So you might have noticed the effect that when you run the autoleveling cycle with the bed cold, the nozzle height will end up slightly different than when probed hot. And this is very real effect, but after testing all the relevant sensors, I’m not quite sure that the sensors themselves are actually the problem there. It looks like the larger the trigger distance is, the larger the temperature drift is going to be.The inductive and optical ones were all decent, maybe not the 8mm inductive one, but the others are all at least usable when heated up. Though what also played into this was the apparatus simply heated and expanded, too, so the measured trigger point unavoidably moved back, too. What could also play into this is that at higher temperatures, copper and aluminum are less conductive, so for the sensor, it’s as if there was a thinner sheet of material, which shortens the trigger distance.

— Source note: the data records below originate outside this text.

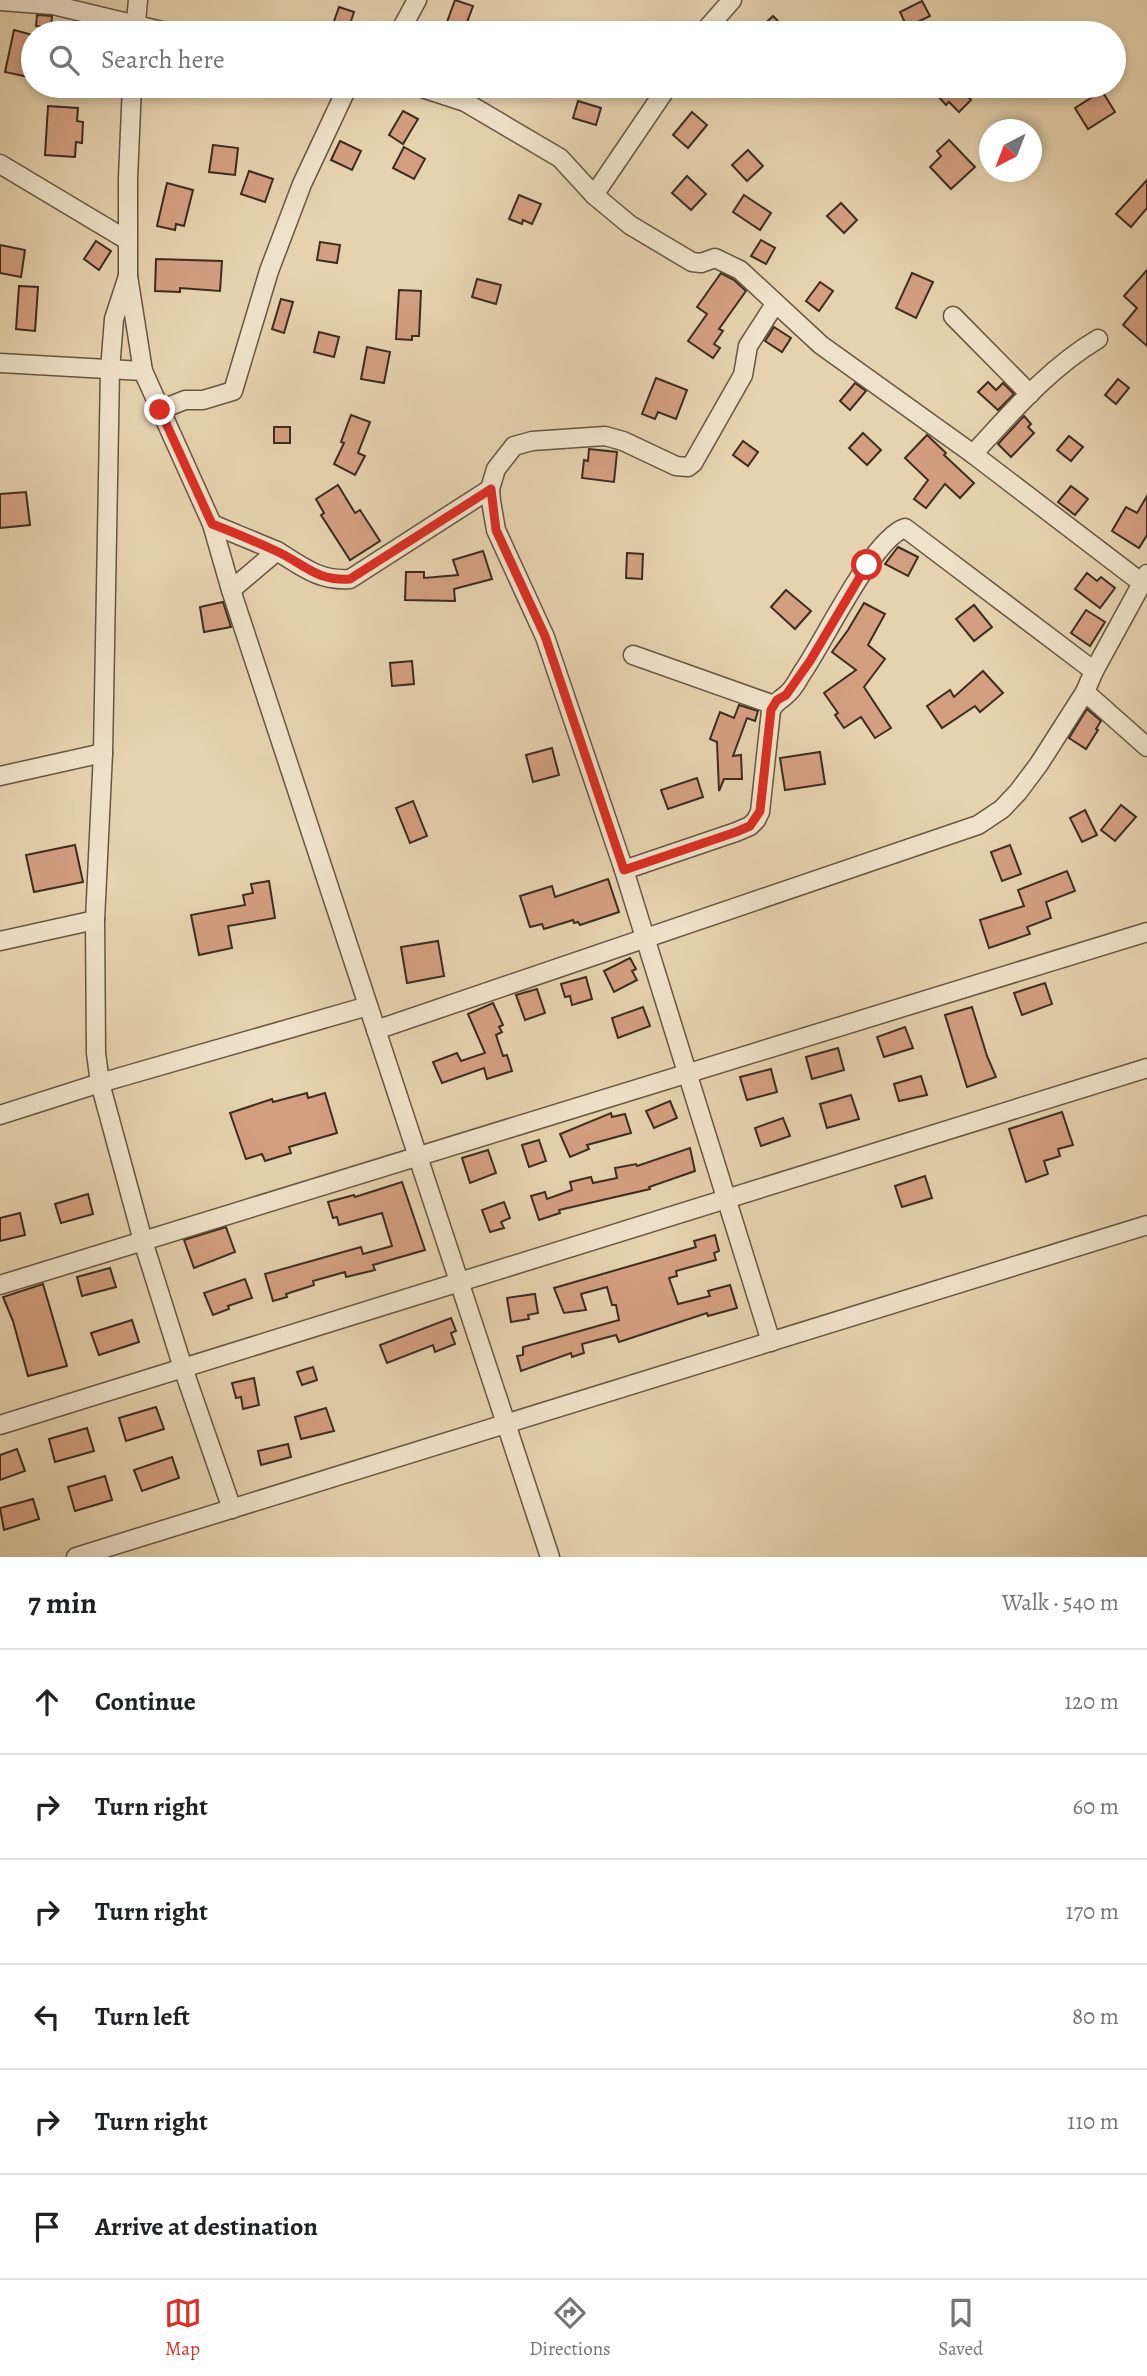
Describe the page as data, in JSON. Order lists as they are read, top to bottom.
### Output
{
  "north": "bottom left",
  "page": {
    "search": "Search here",
    "heading": ["7 min", "Walk · 540 m"],
    "list": [
      ["Continue", "120 m"],
      ["Turn right", "60 m"],
      ["Turn right", "170 m"],
      ["Turn left", "80 m"],
      ["Turn right", "110 m"],
      "Arrive at destination"
    ],
    "nav": ["Map", "Directions", "Saved"]
  }
}
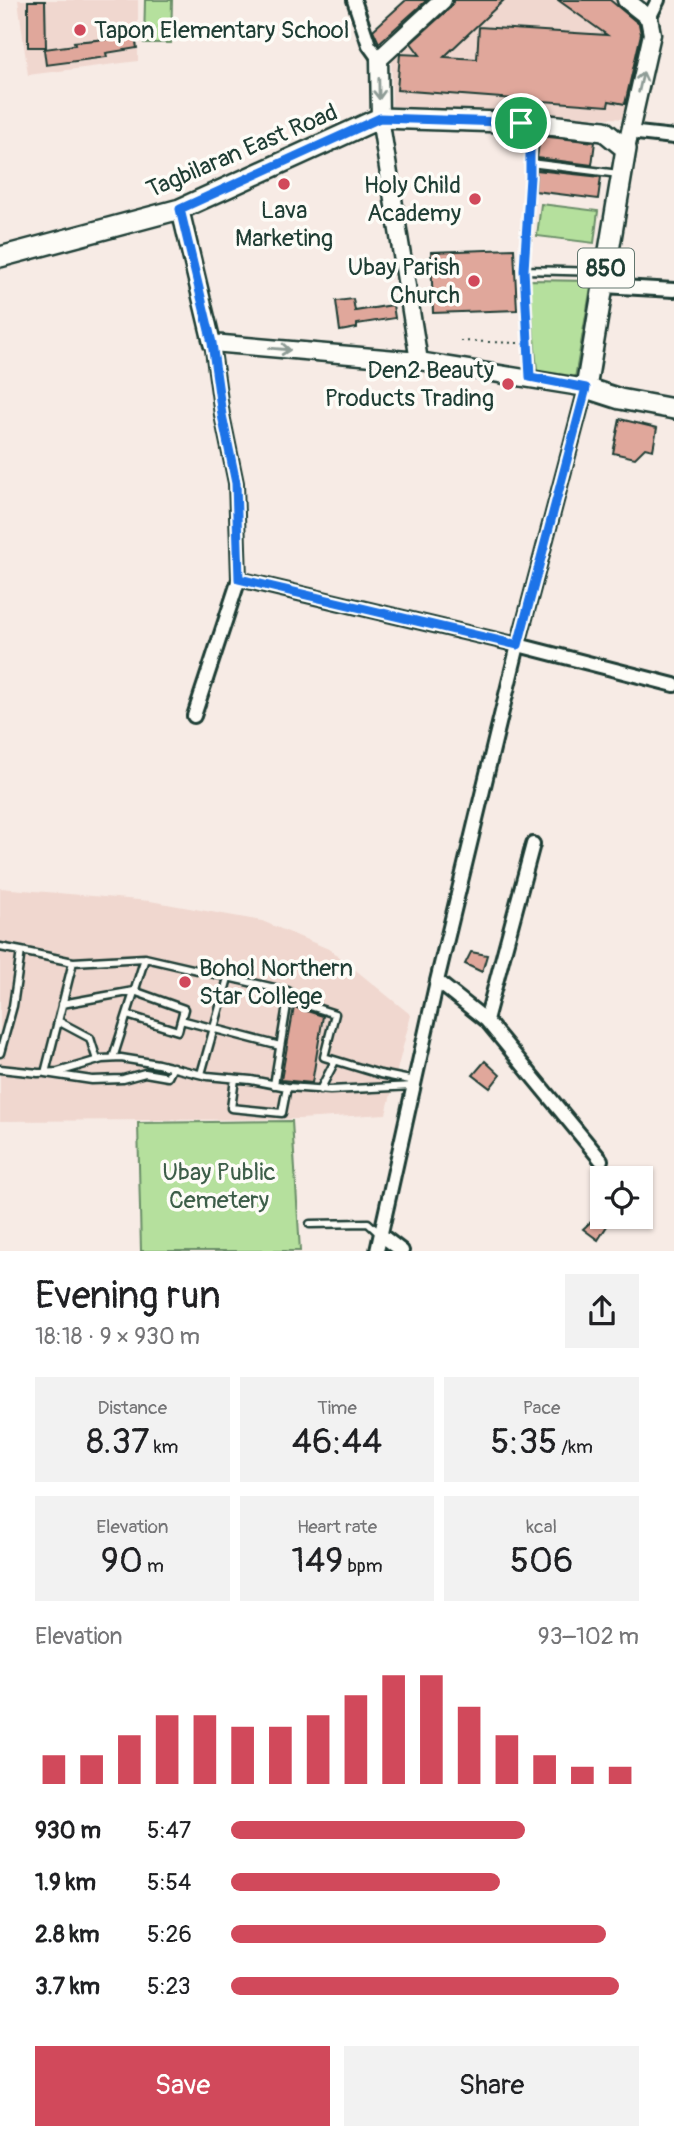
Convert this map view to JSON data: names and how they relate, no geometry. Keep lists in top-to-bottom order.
{
  "streets": {
    "main road": ["Tagbilaran East Road", "850"]
  },
  "parks": ["Ubay Public Cemetery"],
  "places": [
    "Tapon Elementary School",
    "Lava Marketing",
    "Holy Child Academy",
    "Ubay Parish Church",
    "Den2 Beauty Products Trading",
    "Bohol Northern Star College"
  ],
  "page": {
    "heading": ["Evening run", "18:18 · 9 × 930 m"],
    "stats": [
      ["Distance", "8.37 km"],
      ["Time", "46:44"],
      ["Pace", "5:35 /km"],
      ["Elevation", "90 m"],
      ["Heart rate", "149 bpm"],
      ["kcal", "506"]
    ],
    "chart": ["Elevation", "93–102 m"],
    "list": [
      {
        "name": "930 m",
        "note": "5:47"
      },
      {
        "name": "1.9 km",
        "note": "5:54"
      },
      {
        "name": "2.8 km",
        "note": "5:26"
      },
      {
        "name": "3.7 km",
        "note": "5:23"
      }
    ],
    "buttons": ["Save", "Share"]
  }
}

#6 Just use aluminum tape for inductive sensors

So the myth is that if you want the advantages of an inductive sensor, you can simply use some aluminum tape, even on the bottom of a glass sheet and the sensor will still trigger. So I used some standard aluminum tape, and the 4 and 8mm inductive sensors do trigger against just the roll of material, but none of the inductive sensors actually triggered against a layer of tape, even on the top surface of a glass sheet. So while multiple layers might work, they are going to add some thickness, and even then, you’re only going to get a fraction of the nominal trigger distance.

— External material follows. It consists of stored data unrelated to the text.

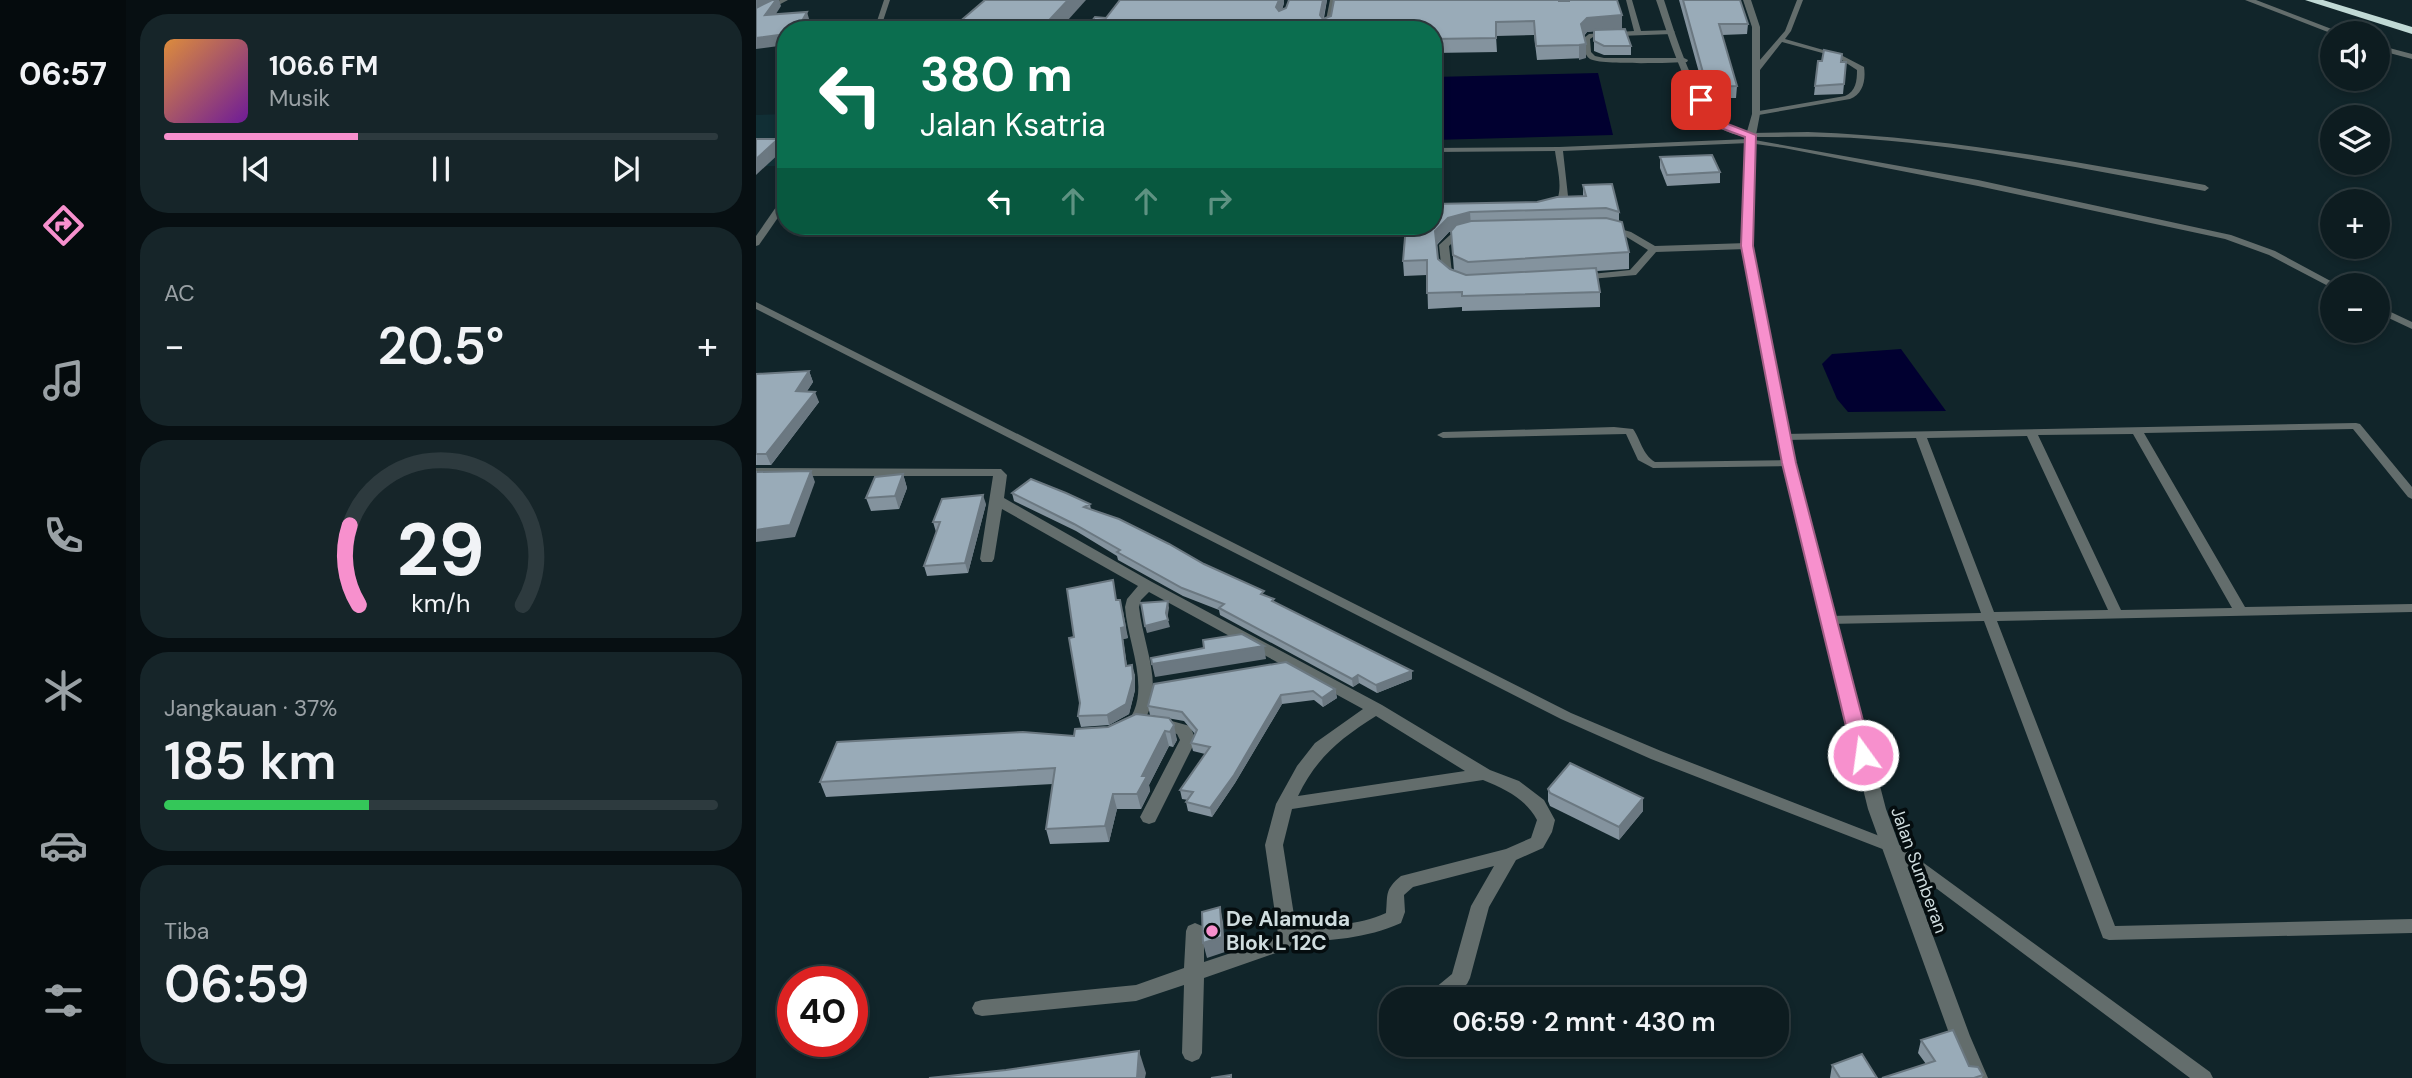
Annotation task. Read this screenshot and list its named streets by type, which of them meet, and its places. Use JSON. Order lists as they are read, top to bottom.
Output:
{
  "streets": {
    "street": ["Jalan Sumberan"]
  },
  "places": ["De Alamuda Blok L 12C"],
  "page": {
    "tabs": "06:57",
    "map_buttons": ["+", "−"],
    "turn": ["380 m", "Jalan Ksatria"],
    "song": ["106.6 FM", "Musik"],
    "tile": [
      "AC",
      ["Jangkauan · 37%", "185 km"],
      ["Tiba", "06:59"]
    ],
    "heat": ["−", "20.5°", "+"],
    "limit": "40",
    "trip": "06:59 · 2 mnt · 430 m",
    "gauge": ["29", "km/h"]
  }
}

Update: It looks like there are different types of adhesive aluminum tape available. Some types with a thicker aluminum layer seem to work much more reliably according to feedback from viewers.

And that leads us into…

#7 Larger trigger distance sensors are less precise

While none of the industrial sensors are actually made to detect a set distance precisely each time, they can still be incredibly good at it. For the inductive sensors, I had 2, 4 and 8mm types, and they all performed virtually identical. They all achieved sub-micron repeatibilities, except for the 5V, 2mm type, and even that one was better than 2µm. So that’s busted.

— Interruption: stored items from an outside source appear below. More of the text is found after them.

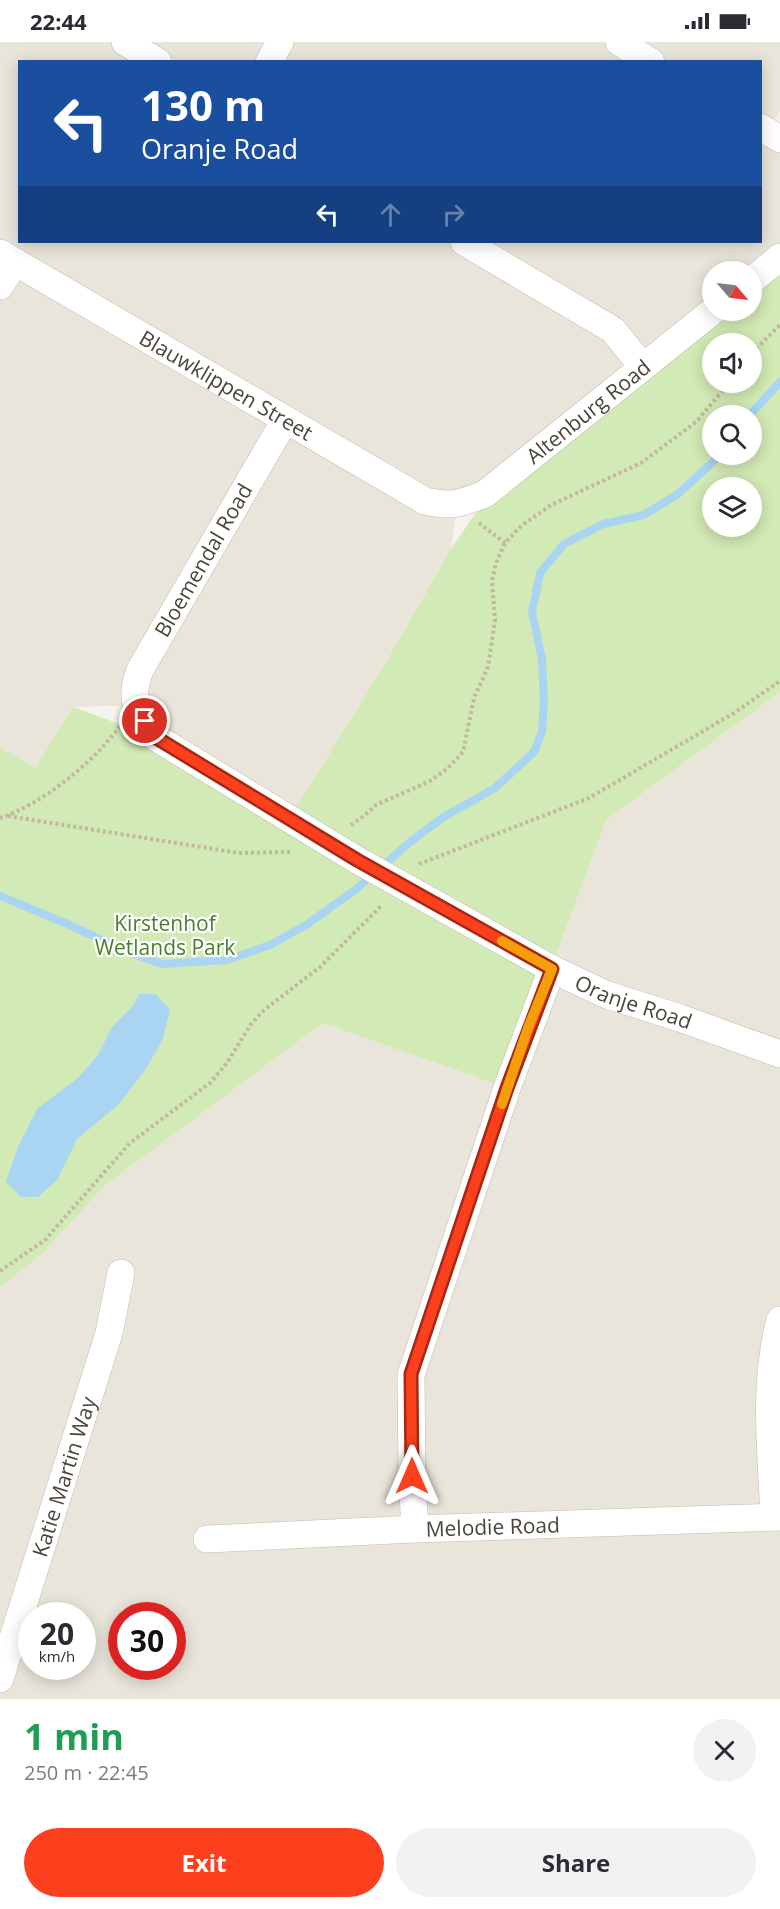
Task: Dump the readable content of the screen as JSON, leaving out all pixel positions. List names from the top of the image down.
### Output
{
  "streets": {
    "street": [
      "Blauwklippen Street",
      "Altenburg Road",
      "Bloemendal Road",
      "Oranje Road",
      "Katie Martin Way",
      "Melodie Road"
    ]
  },
  "crossings": [
    ["Blauwklippen Street", "Altenburg Road"],
    ["Blauwklippen Street", "Bloemendal Road"],
    ["Bloemendal Road", "Oranje Road"]
  ],
  "parks": ["Kirstenhof Wetlands Park"],
  "north": "bottom right",
  "page": {
    "status": "22:44",
    "turn": ["130 m", "Oranje Road"],
    "speed": "20 km/h",
    "limit": "30",
    "heading": ["1 min", "250 m · 22:45"],
    "buttons": ["Exit", "Share"]
  }
}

#8 Inductive sensors trigger much closer when sensing aluminum

Before I try and explain why this is the case and end up with half the viewers and getting bored and the other half getting ready to roast me, let’s just stick to the facts: Yes, inductive sensors do lose quite a bit of their trigger distance, even against a solid block of aluminum. The distance the sensor says is against iron or steel, and with aluminum, you get about half of that. Capacitive sensors aren’t affected by this.

And lastly,

#9 Any sensor with a standard deviation better than 50µ is probably good enough

And this one is from the BLTouch kickstarter campaign – the sensor measured in with a standard deviation of about 2.5µ. Let’s take a step back and look at what the standard deviation means. Say you have a bunch of measurements and you plot out how many of them are how far off. Typically, noisy sensors like show a normal distribution, which looks like this. All the standard deviation says is that about ⅔ of the measurements are better than that standard deviation range. So with a bed leveling approach that uses just three points, on average, two of them will be measured more precisely than the standard deviation, and one of them will be worse. In turn, this point then, again, has about a ⅔ chance of falling within the range of two standard deviations, which means that, statistically, every three prints, that 50µ sensor is going to have be off by more than + – 100µ  or 0.1mm. And if you’ve ever played around and experienced the difference 100µ can make to the first layer of a print, you’ll probably agree that that’s too much.

Now, of course, a more precise sensor can still have those measurements that are far off, but it’s much less likely to happen.

So if you look at the measured standard deviations of the sensors I’ve tested, I’d say they are all very usable, maybe with the exception of the SHARP optical sensor and the capacitive one, everything else is, like, really good. Out of those, the BLTouch performed the worst, but if you take it a bit slower, it’s still way more than good enough.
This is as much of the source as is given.